If you are making a simple coloured dough, it’s easiest to tint before adding the dry ingredients. However, if you’re splitting dough for multiple colours, I find it helps spread the colour and save your hands somewhat if you use a divet-fill-fold to start the blending process.
Marbling the dough:
Marbling is easy, but you need to take care not to over mix, which will blend the colours together. As luck (whoot whoot!) would have it though, white, green, and gold are very complimentary shades as they blend so this is an easy colour combination to experiment with if you’re new to marbling.
- Separate the dough into small pieces.
- Gather the pieces together and squeeze into a loose ball. Since repeat reforming and rolling will muddy the marbling, you can keep some of your starting pieces aside to add back in on a later re-roll to extend the marble-life.
Cutting and baking the treats:
Once your dough has been prepped, split, tinted, and recombined as above, you can carry on with shaping and baking treats like you normally would.
- Roll the dough to desired thickness.
- Cut into shapes. Since repeat reforming and rolling will muddy the marbling, cut your larger shapes first and the smaller-pieces from the gaps and any re-rolled dough.
- Repeat the steps of rolling and cutting if/as required. If you’ve kept some of your starting pieces asides, as noted in the tips above, you can add these back in as you reform and re-roll to help with colour.
- Bake according to recipe.
- Cool before serving and storage.
If you want to maximise the impact of your marbled colours, try not to brown your treats during baking. This may require lowering your temperature and/or adjusting the baking time. Cooling in the oven can help make things crisper, if you’d like, or you can pop baked treats into a dehydrator to dry them into a crispy cracker-like treat. Check out our post on decorating homemade dog treats for more info and other helpful tips and tricks.

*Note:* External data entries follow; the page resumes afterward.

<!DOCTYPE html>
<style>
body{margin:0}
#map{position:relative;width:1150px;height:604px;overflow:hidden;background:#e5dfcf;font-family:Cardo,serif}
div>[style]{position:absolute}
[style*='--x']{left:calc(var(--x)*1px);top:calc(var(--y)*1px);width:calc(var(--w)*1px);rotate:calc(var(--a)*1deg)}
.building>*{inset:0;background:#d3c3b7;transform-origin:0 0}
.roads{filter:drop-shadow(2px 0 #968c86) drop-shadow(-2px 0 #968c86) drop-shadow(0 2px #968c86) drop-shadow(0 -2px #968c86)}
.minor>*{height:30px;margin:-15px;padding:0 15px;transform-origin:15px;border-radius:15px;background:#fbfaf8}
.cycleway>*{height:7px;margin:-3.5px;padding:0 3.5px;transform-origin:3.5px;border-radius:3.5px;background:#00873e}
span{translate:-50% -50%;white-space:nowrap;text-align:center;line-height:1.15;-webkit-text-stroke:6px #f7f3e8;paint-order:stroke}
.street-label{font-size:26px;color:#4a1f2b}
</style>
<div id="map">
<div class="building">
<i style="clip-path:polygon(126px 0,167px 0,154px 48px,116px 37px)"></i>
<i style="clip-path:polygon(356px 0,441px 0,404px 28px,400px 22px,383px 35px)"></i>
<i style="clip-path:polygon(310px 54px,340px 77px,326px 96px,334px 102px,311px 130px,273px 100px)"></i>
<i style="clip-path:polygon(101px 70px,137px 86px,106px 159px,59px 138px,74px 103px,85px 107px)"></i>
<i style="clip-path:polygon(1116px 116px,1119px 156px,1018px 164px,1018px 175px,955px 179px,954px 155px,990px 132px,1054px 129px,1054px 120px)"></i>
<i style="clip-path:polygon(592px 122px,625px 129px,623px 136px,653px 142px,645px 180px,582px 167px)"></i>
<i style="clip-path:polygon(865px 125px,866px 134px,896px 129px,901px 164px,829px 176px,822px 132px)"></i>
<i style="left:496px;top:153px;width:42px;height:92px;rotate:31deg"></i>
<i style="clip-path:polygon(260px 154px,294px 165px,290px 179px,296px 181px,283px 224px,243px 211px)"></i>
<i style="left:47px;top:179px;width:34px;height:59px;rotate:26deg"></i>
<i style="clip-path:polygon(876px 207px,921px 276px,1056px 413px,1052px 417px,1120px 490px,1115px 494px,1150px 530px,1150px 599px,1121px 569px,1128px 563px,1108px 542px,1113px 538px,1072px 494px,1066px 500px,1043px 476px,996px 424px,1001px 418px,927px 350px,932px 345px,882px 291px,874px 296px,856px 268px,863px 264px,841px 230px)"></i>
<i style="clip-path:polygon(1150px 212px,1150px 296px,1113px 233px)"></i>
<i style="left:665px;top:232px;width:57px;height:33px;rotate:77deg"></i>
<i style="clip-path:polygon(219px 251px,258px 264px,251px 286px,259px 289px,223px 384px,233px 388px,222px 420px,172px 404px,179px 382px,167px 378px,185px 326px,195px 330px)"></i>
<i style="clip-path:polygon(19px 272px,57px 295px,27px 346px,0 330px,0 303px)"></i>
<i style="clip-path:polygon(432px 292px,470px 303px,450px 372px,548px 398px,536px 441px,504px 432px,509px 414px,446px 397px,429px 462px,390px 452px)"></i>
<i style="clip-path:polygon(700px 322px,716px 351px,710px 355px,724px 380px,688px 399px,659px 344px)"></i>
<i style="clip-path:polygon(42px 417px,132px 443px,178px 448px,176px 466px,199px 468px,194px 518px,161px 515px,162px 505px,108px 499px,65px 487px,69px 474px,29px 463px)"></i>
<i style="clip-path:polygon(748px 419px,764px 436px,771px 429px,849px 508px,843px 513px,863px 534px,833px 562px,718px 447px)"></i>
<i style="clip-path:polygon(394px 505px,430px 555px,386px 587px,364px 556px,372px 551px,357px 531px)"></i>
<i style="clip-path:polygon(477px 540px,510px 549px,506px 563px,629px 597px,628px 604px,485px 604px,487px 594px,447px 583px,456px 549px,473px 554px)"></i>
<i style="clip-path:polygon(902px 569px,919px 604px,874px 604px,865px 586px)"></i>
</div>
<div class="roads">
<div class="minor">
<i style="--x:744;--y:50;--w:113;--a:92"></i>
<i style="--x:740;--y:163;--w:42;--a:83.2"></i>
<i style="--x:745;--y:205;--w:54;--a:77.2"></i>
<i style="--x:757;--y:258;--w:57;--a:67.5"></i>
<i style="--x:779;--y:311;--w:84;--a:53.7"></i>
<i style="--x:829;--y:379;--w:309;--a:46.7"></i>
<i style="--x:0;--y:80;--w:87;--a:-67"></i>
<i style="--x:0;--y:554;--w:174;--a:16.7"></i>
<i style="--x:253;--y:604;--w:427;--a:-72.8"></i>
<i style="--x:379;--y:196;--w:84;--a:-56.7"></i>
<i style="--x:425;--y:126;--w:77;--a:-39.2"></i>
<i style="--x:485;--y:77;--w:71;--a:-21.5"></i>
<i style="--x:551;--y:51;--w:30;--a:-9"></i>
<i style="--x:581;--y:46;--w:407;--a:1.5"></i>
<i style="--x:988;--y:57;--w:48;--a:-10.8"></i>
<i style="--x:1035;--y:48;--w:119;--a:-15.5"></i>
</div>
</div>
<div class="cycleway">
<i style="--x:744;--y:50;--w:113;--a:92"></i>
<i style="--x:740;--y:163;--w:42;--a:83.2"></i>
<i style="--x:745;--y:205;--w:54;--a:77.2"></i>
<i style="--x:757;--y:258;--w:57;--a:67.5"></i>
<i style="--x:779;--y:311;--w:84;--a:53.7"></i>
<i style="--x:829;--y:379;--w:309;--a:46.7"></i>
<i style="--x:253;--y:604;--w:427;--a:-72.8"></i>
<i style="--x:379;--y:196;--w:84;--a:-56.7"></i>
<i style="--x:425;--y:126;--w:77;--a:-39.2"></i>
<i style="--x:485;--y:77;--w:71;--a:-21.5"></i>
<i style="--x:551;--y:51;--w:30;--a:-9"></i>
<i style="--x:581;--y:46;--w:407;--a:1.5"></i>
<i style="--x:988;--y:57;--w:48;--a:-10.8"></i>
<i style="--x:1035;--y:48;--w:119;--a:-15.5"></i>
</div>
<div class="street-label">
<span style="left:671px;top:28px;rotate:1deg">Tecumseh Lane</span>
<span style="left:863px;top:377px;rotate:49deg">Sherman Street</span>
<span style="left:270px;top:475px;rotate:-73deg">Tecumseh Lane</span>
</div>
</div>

Hungry for more tasty treats? There are all sorts of homemade dog treat ideas in our blog archives. You can use the category and tag labels to find other recipes that might be of interest or use our internal search tools to find something specific. Remember, treats (bought or homemade) are for spoiling your pup in moderation. We share ideas from treats that we’ve made ourselves for our pets, but different animals have different preferences (likes/dislikes), just like people. Some pets may have special dietary requirements and/or food allergies/intolerances. If you are ever in doubt or have questions about what’s suitable for your pet, have a chat with your trusted vet.